19 minute read

“Designing an LFU Cache is the ultimate exercise in composite data structures, it forces you to synchronize multiple hash maps and linked lists to achieve O(1) performance for a complex priority problem.”

TL;DR

LFU Cache evicts the least frequently used key, with LRU as the tiebreaker. Achieve O(1) get and put by combining a key-to-node hash map, a frequency-to-doubly-linked-list map, and a min_freq tracker. On access, promote nodes to higher frequency tiers. On eviction, pop from the tail of the min_freq list. This frequency-tiered design powers Redis caching, CDN edge nodes, and is the data structure foundation for persistent memory in AI agents.

1. Introduction: The Evolution of Caching

In the world of high-performance computing, memory is your most precious resource. Whether you are building a web server, a database engine, or a machine learning inference pipeline, you will eventually hit the “Memory Wall.” You cannot fit everything in RAM. You must choose what to keep and what to discard.

This choice is governed by Cache Replacement Policies.

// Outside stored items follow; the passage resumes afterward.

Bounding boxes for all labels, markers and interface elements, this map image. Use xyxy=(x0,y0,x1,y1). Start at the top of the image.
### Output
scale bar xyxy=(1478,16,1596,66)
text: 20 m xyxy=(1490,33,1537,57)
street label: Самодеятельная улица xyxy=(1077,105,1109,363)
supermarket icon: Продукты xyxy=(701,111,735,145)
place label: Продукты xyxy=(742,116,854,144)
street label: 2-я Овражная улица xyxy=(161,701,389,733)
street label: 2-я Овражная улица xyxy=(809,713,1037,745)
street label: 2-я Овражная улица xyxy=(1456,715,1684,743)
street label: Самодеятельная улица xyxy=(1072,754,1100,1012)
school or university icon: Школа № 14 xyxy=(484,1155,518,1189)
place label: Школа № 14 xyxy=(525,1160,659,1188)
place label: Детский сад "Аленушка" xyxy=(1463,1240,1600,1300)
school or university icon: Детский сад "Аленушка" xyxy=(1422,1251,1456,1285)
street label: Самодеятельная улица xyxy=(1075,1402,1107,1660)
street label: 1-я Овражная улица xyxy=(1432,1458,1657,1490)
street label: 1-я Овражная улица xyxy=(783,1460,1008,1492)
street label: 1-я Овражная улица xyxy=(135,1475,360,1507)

  • The FIFO Approach (Queue): Discard what came in first. Simple, but often wrong because old data can be popular.
  • The LRU Approach (Least Recently Used): Discard what hasn’t been used for the longest time. This works well for “Temporal Locality”, if you used it recently, you’ll likely use it again soon.
  • The LFU Approach (Least Frequently Used): Discard what is used least often. This is superior for items that have long-term popularity but might be accessed sporadically.

Today we tackle the LFU Cache, one of the most challenging data structures to implement with O(1) efficiency. Unlike LRU, which needs a single list, LFU typically requires managing a dynamic collection of lists or a heap. We will explore why it is hard, how to solve it with a “Frequency-Tiered Doubly Linked List” (Linked-List-of-Linked-Lists), and how it connects to the future of persistent intelligence in AI.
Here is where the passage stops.